NY TIMES 25 Sept 2013
By ANNA SAUERBREY OP-ED CONTRIBUTOR
How Do You Say ‘Blog’ in German?
WE Germans owe the English language a debt of gratitude. If English didn’t lend us one or two little words every once in a while, we would probably call blogs “digitale Netztagebücher” and apps “Anwendungen für mobile Endgeräte.” Even for German speakers, those don’t exactly roll off the tongue.
Such linguistic borrowing has been increasing, as technology both creates its own new words and facilitates the global spread of newfangled cultural terminology. Recently the editors of the Duden dictionary, the German equivalent of the Oxford English Dictionary, added 5,000 new words to its 26th edition, many of them English or of English origin, including “digital native” and “flashmob.”
The Duden has been around since 1880, and this isn’t the first time English words have been added. But the new edition has caused an uproar among linguistic conservatives. After the additions were announced, the German Language Society, an unofficial organization that has tasked itself with protecting the German language, voted the editors of the Duden the “language adulterers of the year,” accusing them of legitimizing the demise of German.
Most Germans are more liberal in their linguistic views and generally agree that the idea of protecting a country’s language is as megalomaniacal as it is futile.
It certainly doesn’t represent the view of the majority of my generation, the 20- and 30-somethings, who generally have a relaxed relationship with both languages. Our parents associated German music with Nazi propaganda and opted for Springsteen-only musical diets, but we embrace the renaissance of German pop and rap lyrics. At the same time, we see no harm in integrating English words into our language.
But the society’s stance has nevertheless touched a chord across German society, particularly among people you might call anti-cosmopolitans: those who feel unable to keep up with an internationalization they feel is being imposed on them.
That the reaction should come now, in a rapidly homogenizing Europe, is unsurprising. The feeling of speaking increasingly marginalized languages is vivid in many parts of Europe, even in countries with large populations of native speakers like France and Germany.
Of course, the motives for defending one’s language differ from country to country. In France, it is part of a quest to bolster the country’s self-perception as a still-functioning colonial power. It is government policy that radio stations must play a certain minimum amount of French music.
In Germany, the driving force comes from the opposite direction.
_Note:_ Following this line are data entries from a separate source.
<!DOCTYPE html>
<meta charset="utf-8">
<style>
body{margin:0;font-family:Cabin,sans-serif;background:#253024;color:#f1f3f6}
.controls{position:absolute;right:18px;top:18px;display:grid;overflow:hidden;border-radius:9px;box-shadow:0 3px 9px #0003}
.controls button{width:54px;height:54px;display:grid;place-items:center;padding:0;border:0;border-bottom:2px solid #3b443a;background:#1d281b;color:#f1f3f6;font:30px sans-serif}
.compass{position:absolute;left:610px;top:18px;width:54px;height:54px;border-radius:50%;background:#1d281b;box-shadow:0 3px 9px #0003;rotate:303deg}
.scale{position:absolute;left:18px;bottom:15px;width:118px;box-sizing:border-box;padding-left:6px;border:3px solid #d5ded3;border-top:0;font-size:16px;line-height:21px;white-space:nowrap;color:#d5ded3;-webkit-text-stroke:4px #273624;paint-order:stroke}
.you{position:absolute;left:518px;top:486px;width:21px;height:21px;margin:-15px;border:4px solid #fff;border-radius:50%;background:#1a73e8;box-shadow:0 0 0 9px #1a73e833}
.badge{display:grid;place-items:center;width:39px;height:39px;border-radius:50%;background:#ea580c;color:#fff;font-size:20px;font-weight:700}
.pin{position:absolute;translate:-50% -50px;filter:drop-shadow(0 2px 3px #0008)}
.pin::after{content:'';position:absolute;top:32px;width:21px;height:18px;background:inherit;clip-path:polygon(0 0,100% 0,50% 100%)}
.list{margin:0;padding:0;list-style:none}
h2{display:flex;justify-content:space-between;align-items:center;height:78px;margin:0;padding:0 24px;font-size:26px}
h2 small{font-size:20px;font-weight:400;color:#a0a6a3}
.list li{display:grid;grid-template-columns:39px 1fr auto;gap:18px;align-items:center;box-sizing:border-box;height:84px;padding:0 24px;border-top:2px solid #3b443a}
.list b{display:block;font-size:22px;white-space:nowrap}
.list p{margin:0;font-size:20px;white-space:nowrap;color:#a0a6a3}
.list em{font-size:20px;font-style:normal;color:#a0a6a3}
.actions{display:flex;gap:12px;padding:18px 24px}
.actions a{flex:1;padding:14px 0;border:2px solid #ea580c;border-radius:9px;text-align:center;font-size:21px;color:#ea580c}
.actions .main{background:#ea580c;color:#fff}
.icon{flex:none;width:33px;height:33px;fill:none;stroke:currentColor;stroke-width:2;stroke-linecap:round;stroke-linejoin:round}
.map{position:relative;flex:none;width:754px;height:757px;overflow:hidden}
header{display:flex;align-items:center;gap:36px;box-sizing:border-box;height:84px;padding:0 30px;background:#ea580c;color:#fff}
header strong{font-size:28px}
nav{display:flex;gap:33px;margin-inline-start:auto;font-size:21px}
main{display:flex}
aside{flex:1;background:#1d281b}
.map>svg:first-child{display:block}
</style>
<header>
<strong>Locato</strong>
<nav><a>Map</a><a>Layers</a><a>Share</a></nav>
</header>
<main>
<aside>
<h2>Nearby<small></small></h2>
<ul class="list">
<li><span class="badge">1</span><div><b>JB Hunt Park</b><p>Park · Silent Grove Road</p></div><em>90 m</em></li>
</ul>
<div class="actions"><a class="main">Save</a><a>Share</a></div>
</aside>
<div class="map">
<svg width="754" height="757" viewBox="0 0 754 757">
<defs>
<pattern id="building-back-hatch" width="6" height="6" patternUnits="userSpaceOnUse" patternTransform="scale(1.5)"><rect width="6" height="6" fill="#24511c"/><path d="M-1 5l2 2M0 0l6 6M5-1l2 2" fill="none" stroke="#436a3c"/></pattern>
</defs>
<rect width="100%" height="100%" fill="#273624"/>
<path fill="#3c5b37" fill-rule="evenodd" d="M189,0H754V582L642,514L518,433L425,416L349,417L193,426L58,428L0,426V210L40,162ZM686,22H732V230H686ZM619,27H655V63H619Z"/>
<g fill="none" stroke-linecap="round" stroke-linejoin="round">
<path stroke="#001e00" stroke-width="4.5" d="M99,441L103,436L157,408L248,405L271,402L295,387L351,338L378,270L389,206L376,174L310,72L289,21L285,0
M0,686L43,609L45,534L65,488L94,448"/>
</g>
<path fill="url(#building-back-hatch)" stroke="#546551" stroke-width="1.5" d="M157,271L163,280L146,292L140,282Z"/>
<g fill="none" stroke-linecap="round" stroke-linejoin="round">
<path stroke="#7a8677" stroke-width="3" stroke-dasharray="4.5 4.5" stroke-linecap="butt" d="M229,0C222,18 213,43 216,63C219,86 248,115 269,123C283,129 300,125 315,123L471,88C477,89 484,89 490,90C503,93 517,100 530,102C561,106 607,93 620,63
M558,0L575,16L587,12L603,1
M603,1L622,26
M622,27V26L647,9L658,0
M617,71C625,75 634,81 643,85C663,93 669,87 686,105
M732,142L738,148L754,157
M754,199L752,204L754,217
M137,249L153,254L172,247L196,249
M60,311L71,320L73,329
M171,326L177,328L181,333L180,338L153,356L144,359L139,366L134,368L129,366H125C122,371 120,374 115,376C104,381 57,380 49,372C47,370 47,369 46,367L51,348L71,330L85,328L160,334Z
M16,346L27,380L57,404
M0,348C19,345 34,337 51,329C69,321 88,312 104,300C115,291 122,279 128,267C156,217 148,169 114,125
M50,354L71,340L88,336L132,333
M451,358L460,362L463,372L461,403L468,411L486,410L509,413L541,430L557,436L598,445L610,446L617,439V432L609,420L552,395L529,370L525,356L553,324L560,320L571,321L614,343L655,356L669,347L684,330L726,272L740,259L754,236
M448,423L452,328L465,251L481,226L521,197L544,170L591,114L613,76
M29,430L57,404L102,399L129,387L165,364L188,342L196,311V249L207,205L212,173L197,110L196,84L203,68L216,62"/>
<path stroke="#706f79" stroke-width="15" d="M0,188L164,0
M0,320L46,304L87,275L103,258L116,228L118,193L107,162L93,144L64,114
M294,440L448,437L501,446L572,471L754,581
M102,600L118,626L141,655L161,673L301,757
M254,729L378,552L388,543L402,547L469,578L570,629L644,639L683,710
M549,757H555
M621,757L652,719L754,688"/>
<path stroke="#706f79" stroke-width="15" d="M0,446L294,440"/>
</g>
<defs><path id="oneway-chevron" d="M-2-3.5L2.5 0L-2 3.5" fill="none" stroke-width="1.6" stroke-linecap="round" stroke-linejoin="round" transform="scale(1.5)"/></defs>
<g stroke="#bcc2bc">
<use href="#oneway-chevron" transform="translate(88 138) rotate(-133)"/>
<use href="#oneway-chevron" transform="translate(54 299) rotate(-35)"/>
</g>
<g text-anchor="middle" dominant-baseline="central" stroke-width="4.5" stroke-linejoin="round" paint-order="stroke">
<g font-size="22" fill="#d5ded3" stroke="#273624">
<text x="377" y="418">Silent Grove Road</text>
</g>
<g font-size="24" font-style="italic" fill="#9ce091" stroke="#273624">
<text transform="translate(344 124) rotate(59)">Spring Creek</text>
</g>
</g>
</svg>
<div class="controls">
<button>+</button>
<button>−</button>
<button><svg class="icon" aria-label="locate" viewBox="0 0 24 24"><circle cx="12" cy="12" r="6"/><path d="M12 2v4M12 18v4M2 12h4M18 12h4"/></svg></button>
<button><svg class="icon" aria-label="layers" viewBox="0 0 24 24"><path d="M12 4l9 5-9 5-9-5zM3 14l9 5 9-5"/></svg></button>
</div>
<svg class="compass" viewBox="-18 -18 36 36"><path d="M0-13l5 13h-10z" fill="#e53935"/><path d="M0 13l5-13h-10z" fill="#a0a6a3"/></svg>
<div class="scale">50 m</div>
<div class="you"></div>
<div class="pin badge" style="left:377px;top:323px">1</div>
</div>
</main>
Refusing to accept the internationalization of the German language is a way of rejecting internationalization as a phenomenon. It is a nativist attempt to stand up to globalization.
Walter Krämer, the president of the society, articulated this point of view when he lambasted the Duden for including Anglicisms commonly used by “braggers” — what in previous generations might have been called yuppies. There is some truth in that. The frequent use of English words has become a status symbol, not unlike a pair of pearl earrings or shopping at Whole Foods, a way of showing off your education. A way of saying that your world is bigger than that medium-size country in the middle of Europe that doesn’t even have the guts to support military action in Libya or Syria.
In Germany as in America, it is easy to make fun of such people. But as the German sociologist Ulrich Beck noted recently, cosmopolitanism is a reality, not a willfully chosen identity. There are those who will continue to embrace it and those who will see it as a threat, but it can’t be turned back, even if one insists, as the German Language Society does, on calling a laptop a “Klapprechner.”
As any English speaker fond of the term “schadenfreude” knows, German has its own share of wonderful, untranslatable words. One of those, “Zeitgenossen,” is particularly apt for the moment. If you look it up in a German-English dictionary, you will find that it means “contemporaries,” those who happen to live in the same day and age. But it means more than that. The German word “Genosse,” meaning “comrade” or “associate,” also implies a mutual responsibility.
Thus “Zeitgenossen” share a responsibility toward one another as well as toward the age they live in. It is an attitude that sees languages as complementary, not competitive, and sees the world as a continuum of cultures, rather than a set of distinct borders. It is an attitude I wish more of my fellow Germans would adopt.
Again, English, thanks for “digital natives.” In return, you can have “Zeitgenossen.” It’s yours. Take it. It is a wonderful linguistic paradox that one of the nations that currently struggle with the idea of cosmopolitanism should be able to express it best.